Пролог
Все это будет потом.
Будет удар об землю, треск пламени, заплясавшего по загоревшимся обломкам, будет невыносимый грохот и резкая, почти нестерпимая, боль. Будет парашют, валяющийся на голой равнине бесполезной тряпкой, будет палящее солнце и крики хищных птиц над головой. Будет жар во всем теле и паника в бешено забившемся сердце.
Впрочем, и оно вскоре затихнет.
Смуглый глазастый мальчик, неизвестно как зашедший в эту смертную долину, подойдет совсем близко, и стук наполненных пластиковых бутылок будет отдаваться в воспаленном сознании невыносимо громким звуком. Раскаленное солнце противно ударит своим обжигающим светом по глазам, перед которыми и так все расплывается от проступивших слез.

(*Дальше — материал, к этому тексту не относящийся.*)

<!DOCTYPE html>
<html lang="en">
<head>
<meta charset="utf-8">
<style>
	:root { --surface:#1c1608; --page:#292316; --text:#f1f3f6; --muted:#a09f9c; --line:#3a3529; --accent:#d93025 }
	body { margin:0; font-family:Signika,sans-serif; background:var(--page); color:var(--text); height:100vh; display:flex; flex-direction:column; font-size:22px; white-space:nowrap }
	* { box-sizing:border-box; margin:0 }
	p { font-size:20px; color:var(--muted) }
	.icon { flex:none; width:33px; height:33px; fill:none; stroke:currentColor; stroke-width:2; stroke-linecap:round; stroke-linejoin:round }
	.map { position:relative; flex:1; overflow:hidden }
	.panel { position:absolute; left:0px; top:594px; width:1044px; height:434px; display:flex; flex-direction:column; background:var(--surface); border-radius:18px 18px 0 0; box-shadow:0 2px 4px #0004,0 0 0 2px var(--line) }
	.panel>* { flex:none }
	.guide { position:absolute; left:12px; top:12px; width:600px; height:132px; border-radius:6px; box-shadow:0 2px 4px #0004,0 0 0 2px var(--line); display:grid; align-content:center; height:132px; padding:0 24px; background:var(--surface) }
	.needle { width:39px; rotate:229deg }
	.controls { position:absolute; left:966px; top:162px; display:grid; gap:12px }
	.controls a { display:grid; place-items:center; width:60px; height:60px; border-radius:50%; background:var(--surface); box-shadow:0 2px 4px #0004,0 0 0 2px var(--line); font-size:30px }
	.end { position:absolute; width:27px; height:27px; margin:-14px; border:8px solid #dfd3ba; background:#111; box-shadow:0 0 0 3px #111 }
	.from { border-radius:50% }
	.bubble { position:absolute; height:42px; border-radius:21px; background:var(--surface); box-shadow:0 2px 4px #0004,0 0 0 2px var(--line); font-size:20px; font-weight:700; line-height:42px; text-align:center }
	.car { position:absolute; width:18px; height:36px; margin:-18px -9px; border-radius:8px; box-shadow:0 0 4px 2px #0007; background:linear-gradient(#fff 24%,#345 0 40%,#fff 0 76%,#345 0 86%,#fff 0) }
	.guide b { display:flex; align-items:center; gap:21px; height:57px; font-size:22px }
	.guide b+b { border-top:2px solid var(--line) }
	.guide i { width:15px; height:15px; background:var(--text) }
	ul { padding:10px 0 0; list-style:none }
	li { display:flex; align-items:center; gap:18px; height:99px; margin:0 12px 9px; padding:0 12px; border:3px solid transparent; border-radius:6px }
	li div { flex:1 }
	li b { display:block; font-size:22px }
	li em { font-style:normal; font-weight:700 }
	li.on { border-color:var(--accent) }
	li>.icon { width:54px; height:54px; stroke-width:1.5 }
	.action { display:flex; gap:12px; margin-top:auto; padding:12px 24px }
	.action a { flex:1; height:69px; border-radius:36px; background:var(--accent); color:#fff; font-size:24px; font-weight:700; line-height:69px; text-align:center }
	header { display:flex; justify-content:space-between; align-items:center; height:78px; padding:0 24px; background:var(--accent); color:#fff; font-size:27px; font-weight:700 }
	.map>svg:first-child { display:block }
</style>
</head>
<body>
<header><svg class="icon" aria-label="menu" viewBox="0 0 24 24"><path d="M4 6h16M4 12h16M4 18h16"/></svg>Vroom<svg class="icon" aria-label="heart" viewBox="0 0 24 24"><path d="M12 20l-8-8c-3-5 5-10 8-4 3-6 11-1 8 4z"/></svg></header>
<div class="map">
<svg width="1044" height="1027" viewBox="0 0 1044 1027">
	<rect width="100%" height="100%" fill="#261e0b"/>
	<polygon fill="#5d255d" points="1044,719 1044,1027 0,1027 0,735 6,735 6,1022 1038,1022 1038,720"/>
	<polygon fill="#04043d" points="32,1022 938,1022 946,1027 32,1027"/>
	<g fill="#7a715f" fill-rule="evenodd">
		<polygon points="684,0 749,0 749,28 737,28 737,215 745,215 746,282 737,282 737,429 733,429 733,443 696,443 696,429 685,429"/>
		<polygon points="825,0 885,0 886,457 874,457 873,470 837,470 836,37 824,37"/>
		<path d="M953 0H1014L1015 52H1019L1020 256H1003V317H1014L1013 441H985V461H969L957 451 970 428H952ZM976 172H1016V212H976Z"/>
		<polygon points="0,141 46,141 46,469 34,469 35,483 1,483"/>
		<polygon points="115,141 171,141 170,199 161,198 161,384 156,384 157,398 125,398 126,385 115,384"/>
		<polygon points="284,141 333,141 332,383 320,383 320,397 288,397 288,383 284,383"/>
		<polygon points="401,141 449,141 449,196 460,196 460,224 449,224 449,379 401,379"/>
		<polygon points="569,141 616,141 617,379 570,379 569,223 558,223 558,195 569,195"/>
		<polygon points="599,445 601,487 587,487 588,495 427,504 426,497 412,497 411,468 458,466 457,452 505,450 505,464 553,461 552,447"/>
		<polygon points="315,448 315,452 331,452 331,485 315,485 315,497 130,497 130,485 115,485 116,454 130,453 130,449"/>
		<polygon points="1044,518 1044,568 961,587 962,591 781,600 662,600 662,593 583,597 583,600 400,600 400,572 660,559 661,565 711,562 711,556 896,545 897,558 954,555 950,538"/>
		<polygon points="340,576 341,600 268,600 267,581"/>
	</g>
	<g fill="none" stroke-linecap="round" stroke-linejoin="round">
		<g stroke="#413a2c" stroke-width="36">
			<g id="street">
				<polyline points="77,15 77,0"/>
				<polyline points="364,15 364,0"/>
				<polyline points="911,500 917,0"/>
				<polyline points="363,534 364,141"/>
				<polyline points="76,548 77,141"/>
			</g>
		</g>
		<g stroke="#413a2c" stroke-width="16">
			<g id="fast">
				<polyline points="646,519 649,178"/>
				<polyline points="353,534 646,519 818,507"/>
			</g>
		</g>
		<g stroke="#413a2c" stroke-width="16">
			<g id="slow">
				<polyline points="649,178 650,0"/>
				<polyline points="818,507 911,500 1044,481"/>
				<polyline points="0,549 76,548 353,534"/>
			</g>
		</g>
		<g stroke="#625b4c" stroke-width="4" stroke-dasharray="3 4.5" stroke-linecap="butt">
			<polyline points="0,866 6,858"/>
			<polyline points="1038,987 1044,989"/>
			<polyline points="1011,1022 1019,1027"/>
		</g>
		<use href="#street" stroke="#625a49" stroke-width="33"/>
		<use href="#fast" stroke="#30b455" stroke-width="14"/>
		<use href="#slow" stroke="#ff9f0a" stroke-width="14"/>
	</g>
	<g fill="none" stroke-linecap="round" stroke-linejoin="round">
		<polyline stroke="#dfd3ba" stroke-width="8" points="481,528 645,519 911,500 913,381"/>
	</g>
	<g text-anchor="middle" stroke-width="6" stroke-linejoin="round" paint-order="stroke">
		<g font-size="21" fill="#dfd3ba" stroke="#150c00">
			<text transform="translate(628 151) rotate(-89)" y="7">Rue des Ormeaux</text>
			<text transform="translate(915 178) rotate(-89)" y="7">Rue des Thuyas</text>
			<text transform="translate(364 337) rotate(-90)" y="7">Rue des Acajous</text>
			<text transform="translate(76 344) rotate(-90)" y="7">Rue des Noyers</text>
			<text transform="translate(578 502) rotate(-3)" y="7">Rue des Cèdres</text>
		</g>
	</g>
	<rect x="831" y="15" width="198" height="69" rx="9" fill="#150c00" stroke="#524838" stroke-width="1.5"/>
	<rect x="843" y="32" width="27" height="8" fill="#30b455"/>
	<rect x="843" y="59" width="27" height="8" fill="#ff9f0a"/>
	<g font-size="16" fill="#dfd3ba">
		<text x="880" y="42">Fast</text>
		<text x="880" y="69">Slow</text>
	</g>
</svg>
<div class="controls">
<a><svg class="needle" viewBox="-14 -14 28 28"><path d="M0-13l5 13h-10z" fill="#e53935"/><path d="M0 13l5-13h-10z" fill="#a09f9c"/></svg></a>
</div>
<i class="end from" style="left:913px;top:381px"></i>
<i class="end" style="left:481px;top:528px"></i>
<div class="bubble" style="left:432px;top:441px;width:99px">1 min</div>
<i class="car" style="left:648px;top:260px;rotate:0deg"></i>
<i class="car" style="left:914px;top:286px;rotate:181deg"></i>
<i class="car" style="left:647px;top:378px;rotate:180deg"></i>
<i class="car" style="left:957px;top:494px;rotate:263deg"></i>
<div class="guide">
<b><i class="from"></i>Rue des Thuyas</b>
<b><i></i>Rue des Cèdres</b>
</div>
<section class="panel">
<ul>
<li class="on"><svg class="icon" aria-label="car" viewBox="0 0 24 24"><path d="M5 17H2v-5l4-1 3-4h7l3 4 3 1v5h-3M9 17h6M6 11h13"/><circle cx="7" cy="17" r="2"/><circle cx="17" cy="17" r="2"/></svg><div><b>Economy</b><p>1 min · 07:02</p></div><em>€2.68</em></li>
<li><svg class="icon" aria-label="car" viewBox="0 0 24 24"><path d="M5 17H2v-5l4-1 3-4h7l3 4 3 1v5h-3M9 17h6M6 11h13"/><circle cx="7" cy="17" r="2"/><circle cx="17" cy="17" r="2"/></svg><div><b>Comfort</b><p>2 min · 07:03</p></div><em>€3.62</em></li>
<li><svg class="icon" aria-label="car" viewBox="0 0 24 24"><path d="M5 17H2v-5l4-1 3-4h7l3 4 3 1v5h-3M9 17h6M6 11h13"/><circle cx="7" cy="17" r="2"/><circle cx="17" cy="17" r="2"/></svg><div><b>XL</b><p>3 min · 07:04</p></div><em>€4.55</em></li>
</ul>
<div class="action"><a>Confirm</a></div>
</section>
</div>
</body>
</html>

Мальчик опустится на колени и требовательно, но осторожно тряхнет за пульсирующее болью плечо, отчего из горла прорвется еле слышный стон. Пылающий воздух будет царапать грудь при каждом вдохе, а пересохшие губы не смогут произнести ни слова. Заглянув в глаза, мальчик смочит руку в воде и проведет ладонью по горячему лбу, но особого облегчения это не принесет.
Мутные сумерки будут вставать над долиной, когда этот мальчик решится на отчаянный шаг. Закинув драную сумку с бутылками на плечо и прижав ремешки щекой к плечу, он возьмется обеими руками за парашют и будет тащить на себя. Не проронив ни слова, он сдвинет сбитого летчика с места и, покосившись на валяющиеся по сторонам обломки, даже не подумает забрать какой-нибудь из них. Пахнущий гарью и смертью воздух расступится перед ним, словно вода, и первые ночные звезды молча проводят его в бессмысленный и долгий путь.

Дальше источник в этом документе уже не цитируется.